I needed this scene not
only to demonstrate the M.P.’s nasty prejudices, but also for its focus on
artefacts and sensuality. An over-riding
memory for me is the heart felt,
material quality of care and solidarity
provided for friends and lovers with HIV/Aids during their final
days. Much later in my life, when
researching elder care, I realised that this loving attention to detail was in
stark contrast to the market-led, bargain-basement offer experienced by so many
older men and women today.
P.O: So, Lord Algorithm, how do you
capture this? How do you make sense of
all our muddled, messy, but oh, so sensual lives? The glue that bonds our emotions. Whether it’s a cologne, a bottle of wine or
the stash of weed hidden in Mark’s bedside table that Alan failed to find. What matters to you?
I will say little about the final scene which is set in a
care home in the present. Norma is there
for reablement after a stroke. Alan can
only watch as she refuses to eat,
occupying herself making a pirate
hat and paper planes out of a copy of the Daily Mail. Sensuality and history will coalesce as
this scene is played out.
The play is self-reflective.
The action is set in London,
where I have spent most of my life: the Bayswater multi-storey car park, where
my sex-worker friend took clients; low-rent flats in Kilburn, communities sympathetic
to Irish Nationalism and resentful of British troops in Northern Ireland;
references to pubs and clubs, like the Grenadier where I once worked, the
Hawley Arms and Heaven. The tragedy of
the New Cross Fire impacted on East London teachers like myself; those
youngsters might have been our pupils.
The solidarity we felt with the multicultural communities we served, and
where we lived, needed realisation and this I did through the character of Alan
for whom the New Cross Road was where he not only felt at home but valued in
the community.
The later, contemporary scenes, the identikit, suburban café bar and the
equally identikit, suburban care home,
are familiar to us all, particularly the latter if we have had to seek, in
desperation, long-term care for a relative. Here I have also drawn on data from
my own doctoral research[7]
and the stories accumulated from friends about their relatives in long-term
care; the cultural shortcomings and the inevitable cherished items getting
“lost”. What I have tried to capture throughout, as an
ethnographer might, is a sense of place:
affective, hostile or liminal, rich description woven into the characters’ narrative as we
move from scene to scene.
The action is busy and physical. If there is a constant running through the
play it is both the allusion to, or enactment of childhood games. Firstly, as
paradox, given the infantilisation to which so many older people are
subjected to. Secondly, as a reflection
of the way we use play and games as a means of self-determination, even
rebellion. Thirdly, games injected a
dynamic unpredictability into the action.
One curious thing though.
The very ending of the play was conceived early on and did not change throughout each
iteration. I needed to demonstrate that
our intrinsic sensuality and lust for self-determination should, by rights, endure to the very end.
My fingers remain
crossed that “Age Queer” will eventually be produced. Maybe age
queer will gain traction as a preferred identity but my aim, as both a
theatre maker and gerontologist, is that my venture will kick start conversations about cultural
diversity and complexity across the life course and ways in which we can resist
the creeping authoritarianism and
disrespect for human rights meted out in later life.
References &
Links
[2] I’d recommend Chris Gilleard’s and Paul Higg’s work.

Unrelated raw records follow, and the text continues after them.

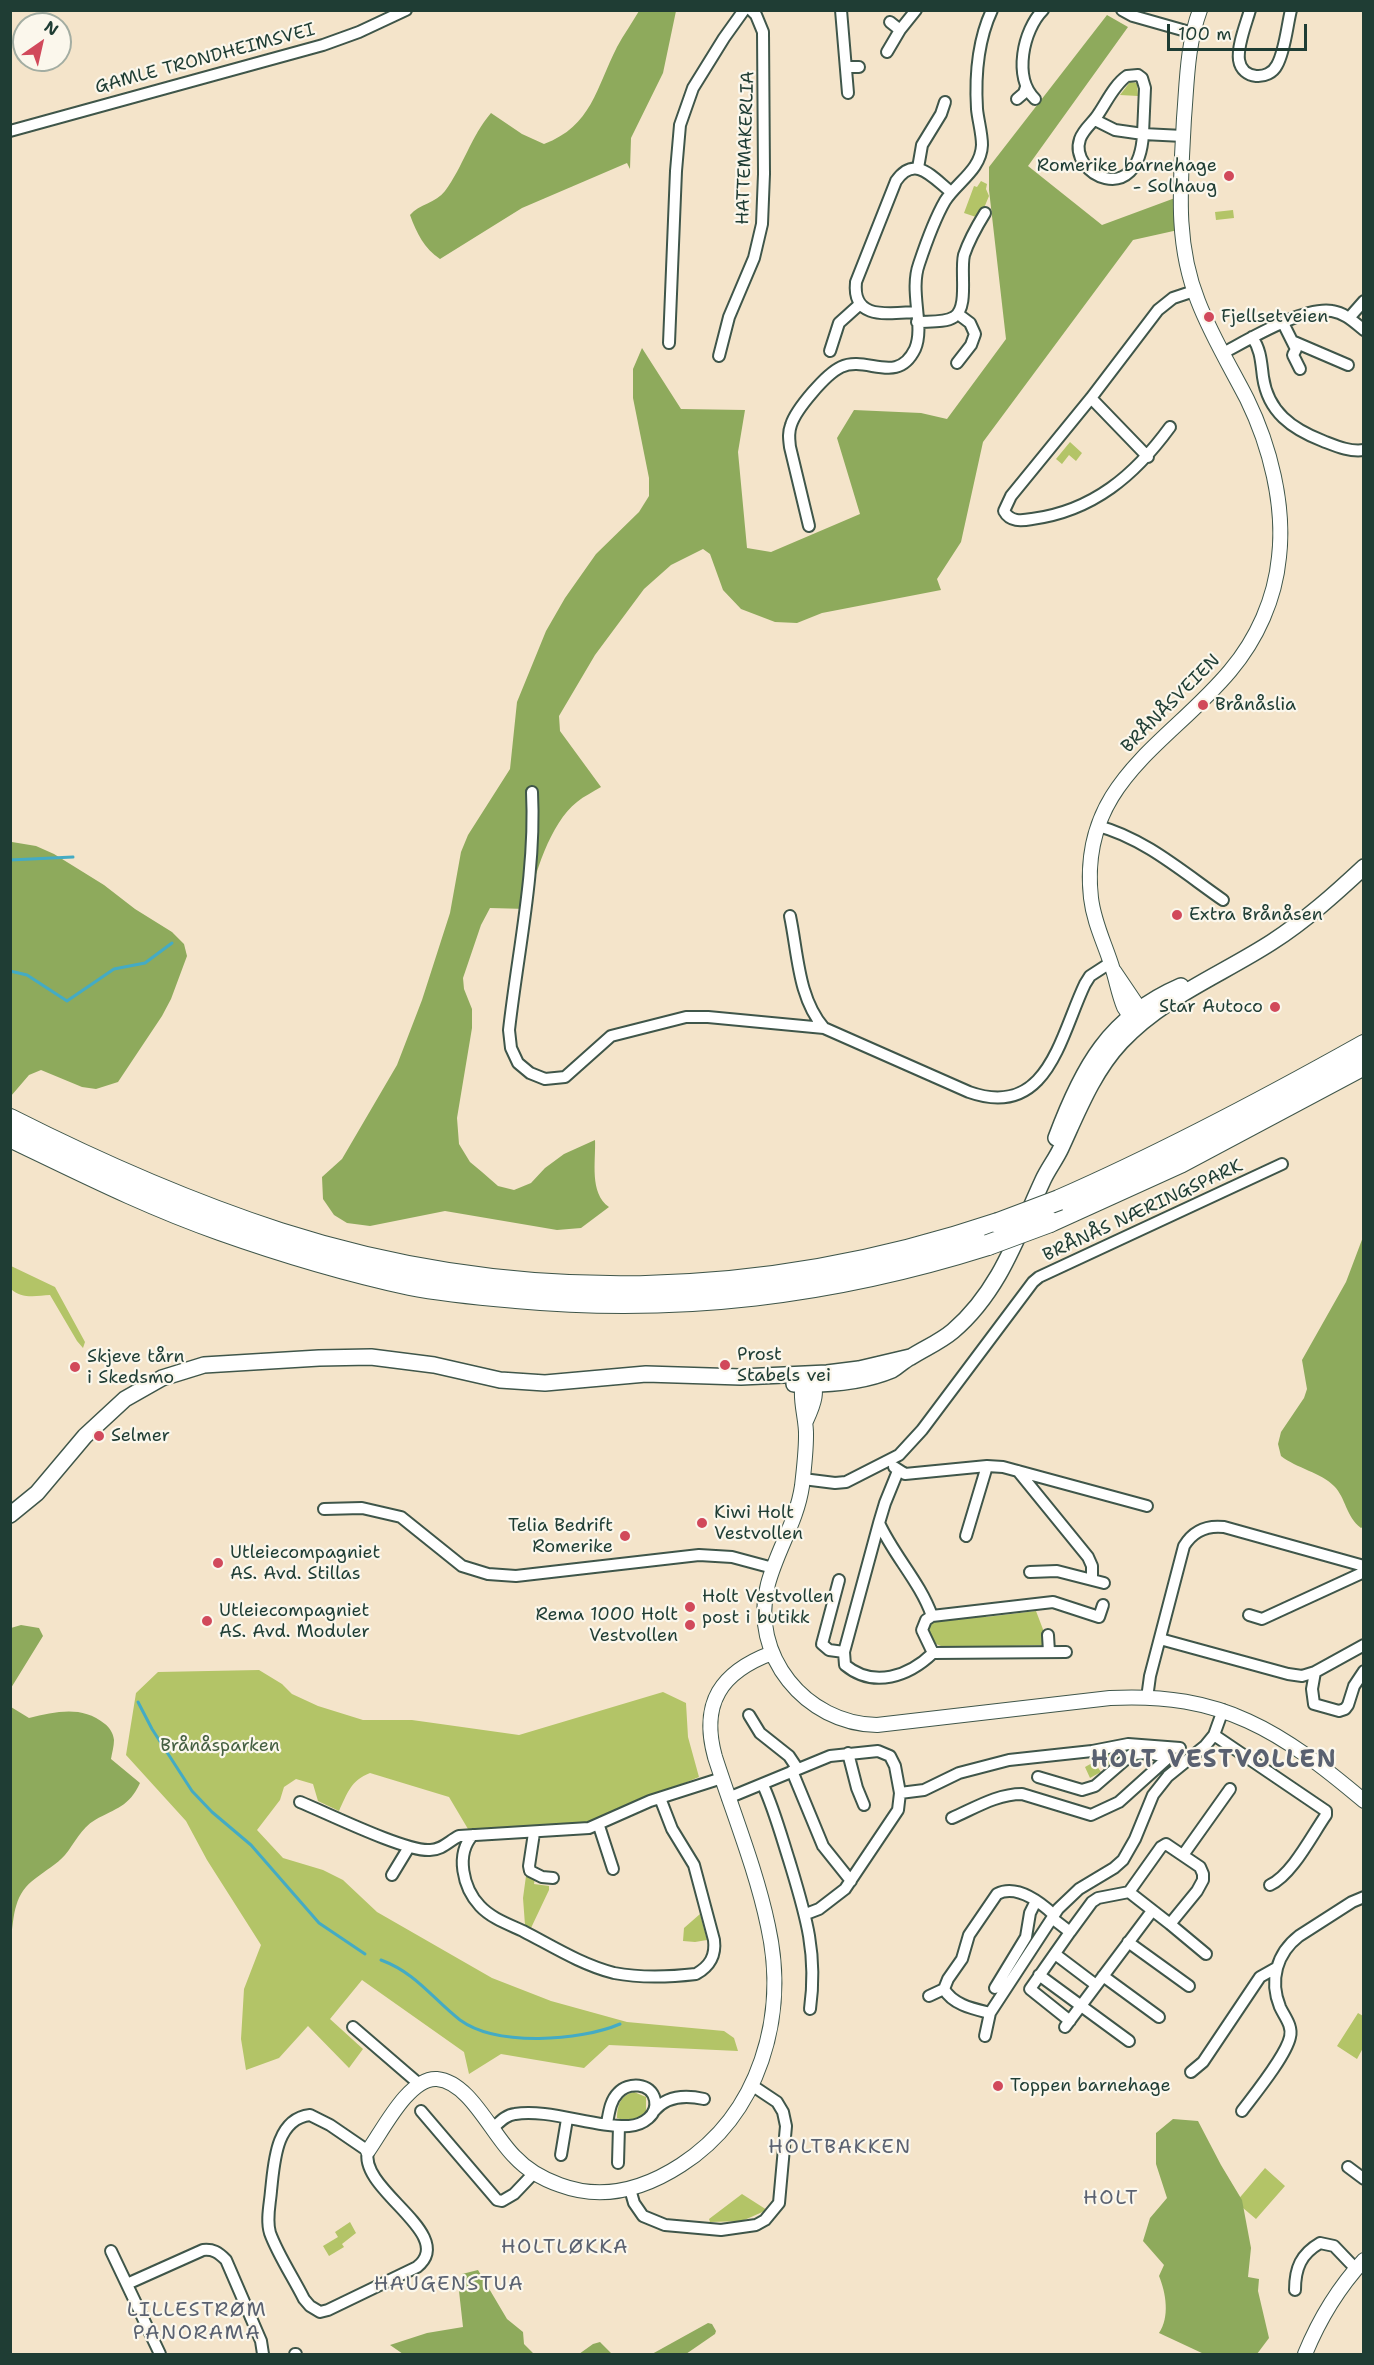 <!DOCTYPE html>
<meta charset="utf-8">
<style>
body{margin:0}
#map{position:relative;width:1374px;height:2365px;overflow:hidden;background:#f4e4ca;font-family:"Shantell Sans",sans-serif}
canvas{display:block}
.frame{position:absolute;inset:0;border:12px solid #1f3d34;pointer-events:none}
.north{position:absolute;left:12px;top:12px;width:60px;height:60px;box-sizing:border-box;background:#fbf7ec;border:2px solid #a3ada2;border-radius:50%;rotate:34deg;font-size:16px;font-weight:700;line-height:24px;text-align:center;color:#1f3d34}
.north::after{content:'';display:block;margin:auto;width:21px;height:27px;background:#d1495b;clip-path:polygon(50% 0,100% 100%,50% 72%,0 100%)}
.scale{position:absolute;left:1167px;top:24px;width:140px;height:27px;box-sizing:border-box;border:3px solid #1f3d34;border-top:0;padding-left:8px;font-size:18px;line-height:21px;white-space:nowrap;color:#1f3d34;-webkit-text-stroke:4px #fbf7ec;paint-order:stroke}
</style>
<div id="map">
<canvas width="1374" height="2365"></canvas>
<div class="frame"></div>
<div class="north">N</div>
<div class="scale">100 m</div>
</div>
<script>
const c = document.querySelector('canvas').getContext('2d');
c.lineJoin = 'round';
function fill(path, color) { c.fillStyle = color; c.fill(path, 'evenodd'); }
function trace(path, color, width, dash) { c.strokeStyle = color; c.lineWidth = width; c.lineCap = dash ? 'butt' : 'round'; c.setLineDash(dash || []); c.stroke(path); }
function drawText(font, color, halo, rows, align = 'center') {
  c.font = font + ' "Shantell Sans",sans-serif'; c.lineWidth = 4.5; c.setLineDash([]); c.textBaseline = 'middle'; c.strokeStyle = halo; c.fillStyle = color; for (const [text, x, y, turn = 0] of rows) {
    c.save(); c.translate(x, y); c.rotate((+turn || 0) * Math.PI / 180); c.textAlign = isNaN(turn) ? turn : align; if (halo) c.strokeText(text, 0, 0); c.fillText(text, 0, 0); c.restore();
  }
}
fill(new Path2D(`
 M1130,82L1137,83L1138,96L1120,95Z
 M981,181L987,184L986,189L989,196L984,208L976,217L964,213L974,186L977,187Z
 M1233,210L1234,218L1216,220L1215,212Z
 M1070,442L1082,453L1076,461L1069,455L1062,464L1056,459Z
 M11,1266L55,1287L85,1342L83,1348L77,1341L50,1295C36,1296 21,1299 11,1289Z
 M1036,1611L1044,1632L1043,1645L946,1648L931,1642L928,1634L932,1621L985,1612L986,1617Z
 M259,1670L282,1684L292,1694L318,1706L363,1720H412L519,1735L663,1692L686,1703L688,1737L699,1777L658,1794L593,1824L567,1828L468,1829L449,1797L370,1773C351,1780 347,1794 339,1811L318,1801L313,1784L296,1779L284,1787L280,1800L257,1830L283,1858L323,1870L343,1880L377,1912L492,1978L551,2001L627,2022L724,2031L734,2038L738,2051L609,2045L584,2068L501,2054L469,2074L464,2052L362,1980L330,2019L363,2049L349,2068L308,2026L279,2058L246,2070L241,2039L244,1989L261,1945L207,1860L186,1821L126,1755L136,1693L158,1672Z
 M1109,1751L1115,1754L1117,1759L1105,1772L1094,1754Z
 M1094,1762L1101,1772L1090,1778L1085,1767Z
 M526,1876L535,1878L534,1884L549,1886V1890L531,1928L525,1925L523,1898Z
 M700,1914L707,1940L695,1942L683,1941L684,1928Z
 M1358,2013L1363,2016V2048L1357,2059L1337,2046Z
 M634,2092L646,2097V2111C640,2120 627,2122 617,2118C617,2105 621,2095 634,2092Z
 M1265,2168L1285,2186L1256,2219L1236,2202Z
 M742,2194L767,2210L742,2221L710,2222L709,2219Z
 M350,2222L356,2233L342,2244L344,2247L329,2256L323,2246L338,2237L335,2232Z`), '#b3c467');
fill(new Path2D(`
 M639,11H676L663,73L631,138L630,169L627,163L522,208L440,259C424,248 417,234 410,215C419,204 436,203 445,191C463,167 471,136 491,113L522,134L544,144C592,126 596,88 617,47C624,34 632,23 639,11Z
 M1107,15L1128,27L1028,166L1102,225L1175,198L1178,230L1133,240L983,442L961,542L937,579L941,590L822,613L797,623L775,622L741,609L723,590L710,554L703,549L671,565L644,589L595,655L559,716L560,731L601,787C593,792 584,796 577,802C550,823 534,876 527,909L490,908L481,925L463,978L464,989L472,1009V1028L457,1118L459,1144L470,1162L482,1172L498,1186L514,1190L531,1183L545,1168L564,1154L595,1140C596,1161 589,1193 609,1207L581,1228L557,1230L445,1211L370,1226L347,1223L334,1215L323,1199L322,1177L342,1159L397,1065L422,1000L450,913L461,852L468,835L510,769L517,702L546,631L565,598L596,554L639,512L649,496V478L633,398V369L642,348L681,409L745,410L738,452L747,548L771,552L860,514L837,438L854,410L921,413L947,419L1006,339L989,190V167Z
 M12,842L36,846L54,854L104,885L135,909L172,932L184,944L187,956L171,999L162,1016L118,1082L96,1089L82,1087L41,1070L29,1075L11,1096Z
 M1363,1237L1364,1526L1361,1528C1346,1517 1346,1498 1334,1486C1322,1473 1296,1468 1281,1456L1278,1444L1281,1432L1304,1398L1307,1389L1302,1360L1346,1282Z
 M21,1625L39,1628L43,1636L11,1688V1628Z
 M11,1707L29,1718C56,1712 81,1705 105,1724C110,1728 113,1733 114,1740C114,1746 112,1753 111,1759L140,1783C129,1807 116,1808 95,1820C81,1828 75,1843 65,1855C56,1865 46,1870 36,1878C14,1893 14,1915 11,1939Z
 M1173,2119L1198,2121L1221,2165L1242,2200L1251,2248L1248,2277L1259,2279L1258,2291L1269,2338L1257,2354H1204L1159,2333C1170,2317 1166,2293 1159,2276L1164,2265L1143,2241L1150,2218L1167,2198L1156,2164V2133Z
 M478,2270L507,2319L523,2332L524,2344L534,2354H403L390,2345L427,2333L463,2327L459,2291L462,2274Z
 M708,2323L712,2324L716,2331L715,2334L686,2354H652Z
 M600,2342L612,2354H579L593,2344Z`), '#8eaa5c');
trace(new Path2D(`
 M10,860L73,857
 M10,971L27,975L67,1001L114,969L145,963L172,943
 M138,1702L152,1729L192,1791L212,1812L251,1845L319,1923L365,1954
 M381,1960C416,1973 432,1998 460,2020C497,2047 580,2041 620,2024`), '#44abc4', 3);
const minor = new Path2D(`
 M841,10L848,93
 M1122,10L1133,16L1193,33
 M1250,10C1246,24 1237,46 1239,60C1242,80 1269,81 1277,65C1285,51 1287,26 1291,10
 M890,22L900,30
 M887,52L900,30L916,10
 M846,67H859
 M1017,99L1024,93L1026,87
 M1035,99C1013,78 1023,30 1043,10
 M1095,120L1115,130L1143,134C1139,210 1068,174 1080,139C1084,128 1094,122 1099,113C1107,101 1115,84 1127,76L1138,75L1142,78L1145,88L1143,134L1183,136
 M10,131L323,45L359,32L406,10
 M918,168L922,145L941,114L945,102
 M917,312C889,313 852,321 856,282L896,181C915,154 932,177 951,192
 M1349,318L1364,301
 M917,322C928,321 945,323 954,317C969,308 960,271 964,255C969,240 977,226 985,213
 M1283,323L1292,341L1348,365
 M1252,337C1261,350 1261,362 1263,377C1268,412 1292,429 1323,441C1336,446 1349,452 1364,450
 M1292,341L1296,349L1293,355L1300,369
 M669,343L676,171L680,125L693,88L724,38L744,10
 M830,351L839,323L859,305
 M1223,353C1248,340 1304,306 1332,311C1345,313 1354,322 1364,330
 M719,356L729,317L754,258L762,224L764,174L763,32L756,15L751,10
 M957,363L971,345L975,334L970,323L958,314
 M1091,398L1148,457
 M1170,427C1135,475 1093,511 1032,519C1021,521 1010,522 1004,511L1011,496L1091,398L1158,310L1173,298L1194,291
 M809,526L790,447C789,439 788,433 791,425C796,409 826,374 841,367C867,355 897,386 915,349C925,326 909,292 919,264C926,243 934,220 945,201C957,182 981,170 982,145C982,133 978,120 977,109C975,76 978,40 992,10
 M532,792C536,872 518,950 509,1030L511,1048L518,1063L530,1073L545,1079L565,1077L611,1036L686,1017H708L824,1028L969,1092C1048,1120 1060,1036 1085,984L1090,976L1110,963
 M1098,826C1144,838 1184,873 1223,900
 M790,916C798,954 798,998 824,1028
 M894,1467L905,1474L987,1466L1003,1467L1147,1506
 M898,1471L885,1503L879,1523C894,1556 920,1582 932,1616L926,1620L922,1630L933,1653L1066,1652
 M1018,1471L1088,1557L1092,1566V1580
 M803,1479L835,1483L846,1482L899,1455L922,1430L1033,1282L1039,1277L1282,1164
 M324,1509L362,1508L401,1517L462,1566L488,1574L516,1576L699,1555L732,1557L773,1568
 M879,1523L844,1652L845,1665C874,1689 909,1676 933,1653
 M966,1536L987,1466
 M1030,1572L1057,1571L1104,1583
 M839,1580L822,1644L829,1650L844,1652
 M1249,1615L1262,1619L1362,1573L1364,1568
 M932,1616L1053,1602L1099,1617L1103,1605
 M1048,1635L1049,1652
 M1160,1639L1288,1674L1302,1676L1315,1672
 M1364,1645L1315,1672L1312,1689L1314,1704L1339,1711L1345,1709L1348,1705L1354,1686L1364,1671
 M1147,1698L1150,1676L1184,1546C1193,1531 1206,1525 1224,1527L1364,1566
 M749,1715L760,1733L789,1756L797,1768
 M1214,1735L1326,1811V1815C1312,1835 1292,1875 1270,1885
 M848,1753L857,1788L864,1805
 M792,1771L823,1846L851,1881
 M1038,1777L1082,1790L1095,1786L1132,1754L1149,1753L1171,1758
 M763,1785C774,1809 781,1835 789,1860C805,1913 818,1952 810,2009
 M900,1793L924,1790L959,1773L1009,1760L1092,1751L1128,1744L1180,1748
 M728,1798L830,1756L878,1751L890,1756L895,1766L900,1793L898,1810L845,1889L819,1909L806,1914
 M300,1802C327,1813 406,1852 430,1850C442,1850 449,1841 459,1836L589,1828L650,1801L722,1778
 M952,1818C975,1808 997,1794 1022,1794L1091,1815L1119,1802L1169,1757
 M599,1826L613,1869
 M534,1833L529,1866L530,1871L542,1877L553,1878
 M473,1835C455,1854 463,1888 480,1906C491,1918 508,1924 523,1931C552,1946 582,1965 614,1973C640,1978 670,1977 696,1974C710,1966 716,1956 714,1940L694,1865L672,1829L660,1798
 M1183,1855L1230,1789
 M392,1875L409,1847
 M1052,1918L1070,1932L1092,1902L1098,1898L1129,1892L1161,1847L1166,1844L1200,1867L1203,1874V1880L1197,1891L1170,1924L1129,1892
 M1170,1924L1206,1954
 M1128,1942L1189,1986
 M1055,1954L1096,1985
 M1039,1975L1129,2041
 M1103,1976L1159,2017
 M995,1988L1026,1937L1030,1913L1036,1901
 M929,1996L944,1989
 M990,2013C974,2009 953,2005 944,1989L948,1979L962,1959L969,1935L997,1894C1017,1884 1040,1902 1054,1915
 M1070,2021L1030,1989L1070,1932
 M353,2027L418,2083
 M1065,2027L1152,1911
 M985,2036L990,2013L1058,1909L1079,1889L1114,1868L1123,1860L1135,1839L1153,1795L1168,1776L1205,1746L1214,1735L1223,1710
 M1191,2072L1203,2062L1260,1977L1276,1968
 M421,2111L497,2200L502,2201L514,2194L534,2173
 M654,2111C667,2095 686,2095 704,2099
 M1242,2111C1254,2095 1286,2056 1290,2037C1293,2026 1284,2016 1280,2007C1269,1980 1277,1953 1299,1936L1352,1902L1364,1897
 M310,2115L330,2125L368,2151C358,2190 458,2234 417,2267L328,2310L320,2312L310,2306L304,2299C293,2277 278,2255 270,2233C266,2220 270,2204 271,2191C274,2165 275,2119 310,2115Z
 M492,2129C499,2123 505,2115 515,2114C547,2108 596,2128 629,2126C643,2125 658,2115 655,2100C651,2082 628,2082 618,2093C610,2101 609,2113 607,2123
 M561,2155L567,2119
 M618,2163L619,2126
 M1348,2167L1364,2179
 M630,2189L634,2203L643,2216L665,2225L721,2230L756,2225L765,2220L779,2203L786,2126L783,2112L777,2102L753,2086
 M111,2251L160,2354
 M127,2284L203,2250C213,2249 218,2252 226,2260L261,2341L263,2354
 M1295,2290C1295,2268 1301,2254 1320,2243L1334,2246L1356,2269
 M295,2354H296`);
const tertiary = new Path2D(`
 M1114,971L1139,1008L1141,1023L1130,1016L1124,1007C1119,995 1117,983 1113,970C1106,946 1094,924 1091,898C1078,783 1168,745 1230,671C1257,639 1275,599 1279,557C1285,505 1270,446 1247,399C1230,366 1211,335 1198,301C1174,241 1181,181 1184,118C1187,82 1187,45 1200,10
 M806,1421C813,1406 821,1388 808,1374C795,1391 807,1416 806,1436C806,1452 804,1469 802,1486C797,1521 777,1550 768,1584C749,1655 806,1724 877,1725L1110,1698C1222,1692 1281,1731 1364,1801
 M368,2151C383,2130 409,2077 437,2079C470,2082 492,2135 515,2157C527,2170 543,2179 560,2185C603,2201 644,2189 681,2165C760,2114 788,2016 768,1926C756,1869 733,1813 715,1757C700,1703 721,1672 772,1653
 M1305,2354C1319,2320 1338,2288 1364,2260`);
const secondary = new Path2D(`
 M1056,1138C1082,1068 1109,1017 1181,986
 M794,1384C827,1385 861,1383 892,1370C899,1366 904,1360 911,1357C925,1348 940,1342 953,1331C1000,1291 1018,1234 1043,1180C1048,1169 1056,1159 1061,1148C1078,1111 1093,1072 1121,1042C1163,997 1221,975 1272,942C1306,920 1335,894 1364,867
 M10,1515L37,1493L85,1436L125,1399L162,1378L204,1365L319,1358L371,1357L434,1365L500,1380L545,1383L646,1374L741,1377L827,1373L859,1369L910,1357`);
const motorway = new Path2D(`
 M10,1119C97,1163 188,1203 280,1233C517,1309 764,1302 998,1223
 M10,1137C79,1170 148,1205 220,1230C282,1252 346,1271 410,1285C445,1292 481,1295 516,1298C679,1313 833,1294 988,1245
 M1059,1200C1164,1154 1264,1101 1364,1045
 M1050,1222L1180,1163L1364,1065`);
trace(minor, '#3f564a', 14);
trace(tertiary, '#3f564a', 16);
trace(secondary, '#3f564a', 18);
trace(motorway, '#3f564a', 22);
trace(minor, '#fff', 10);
trace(tertiary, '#fff', 14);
trace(secondary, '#fff', 15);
trace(motorway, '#fff', 20);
const motorwayBridge = new Path2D(`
 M998,1223L1059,1200
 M988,1245L1050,1222`);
trace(motorwayBridge, '#3f564a', 22, []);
trace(motorwayBridge, '#fff', 20);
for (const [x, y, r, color] of [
 [1229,176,6,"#d1495b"],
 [1209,317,6,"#d1495b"],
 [1203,705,6,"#d1495b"],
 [1177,915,6,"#d1495b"],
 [1275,1007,6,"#d1495b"],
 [725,1365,6,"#d1495b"],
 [75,1367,6,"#d1495b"],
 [99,1436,6,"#d1495b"],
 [702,1523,6,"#d1495b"],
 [625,1536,6,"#d1495b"],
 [218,1563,6,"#d1495b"],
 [690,1607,6,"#d1495b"],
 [207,1621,6,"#d1495b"],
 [690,1625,6,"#d1495b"],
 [998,2086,6,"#d1495b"]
]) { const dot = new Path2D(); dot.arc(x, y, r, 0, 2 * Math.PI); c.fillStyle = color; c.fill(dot); trace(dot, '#fbf7ec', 2); }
drawText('18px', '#1f3d34', '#fbf7ec', [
 ["GAMLE TRONDHEIMSVEI",205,59,-15],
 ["HATTEMAKERLIA",746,148,-88],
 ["BRÅNÅSVEIEN",1171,704,-45],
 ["BRÅNÅS NÆRINGSPARK",1143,1211,-25]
]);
drawText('18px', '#1f3d34', '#fbf7ec', [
 ["Romerike barnehage",1217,166,"right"],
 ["- Solhaug",1217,187,"right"],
 ["Fjellsetveien",1221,317],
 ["Brånåslia",1215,705],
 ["Extra Brånåsen",1189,915],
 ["Star Autoco",1263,1007,"right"],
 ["Prost",737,1355],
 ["Stabels vei",737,1376],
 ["Skjeve tårn",87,1357],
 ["i Skedsmo",87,1378],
 ["Selmer",111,1436],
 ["Kiwi Holt",714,1513],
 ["Vestvollen",714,1534],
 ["Telia Bedrift",613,1526,"right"],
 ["Romerike",613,1547,"right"],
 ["Utleiecompagniet",230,1553],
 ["AS. Avd. Stillas",230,1574],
 ["Holt Vestvollen",702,1597],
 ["post i butikk",702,1618],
 ["Utleiecompagniet",219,1611],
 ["AS. Avd. Moduler",219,1632],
 ["Rema 1000 Holt",678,1615,"right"],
 ["Vestvollen",678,1636,"right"],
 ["Toppen barnehage",1010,2086]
], 'left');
drawText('18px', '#445f41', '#fbf7ec', [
 ["Brånåsparken",220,1746]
]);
c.letterSpacing = '1.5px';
drawText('20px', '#5a6170', '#fbf7ec', [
 ["HOLTBAKKEN",840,2148],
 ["HOLT",1111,2199],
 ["HOLTLØKKA",565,2248],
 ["HAUGENSTUA",449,2285],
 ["LILLESTRØM",197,2311],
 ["PANORAMA",197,2334]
]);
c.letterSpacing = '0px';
c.letterSpacing = '1.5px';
drawText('bold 24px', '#5a6170', '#fbf7ec', [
 ["HOLT VESTVOLLEN",1214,1761]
]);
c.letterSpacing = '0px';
</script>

Eg. Gilleard, C. & Higgs, P. 2013. Ageing, Corporeality and Embodiment,
London: Anthem Press.
[5] Sandberg, L. (2008) The Old, the Ugly and the Queer:
thinking old age in relation to queer theory. Graduate Journal of Social
Science – 2008 – Vol. Issue 2.
[7] My thesis: Truth to the Materiality of Later Life:
the Significance of the Aesthetic for the Support of Older People (2015) University of Bristol. Available online via the British Library.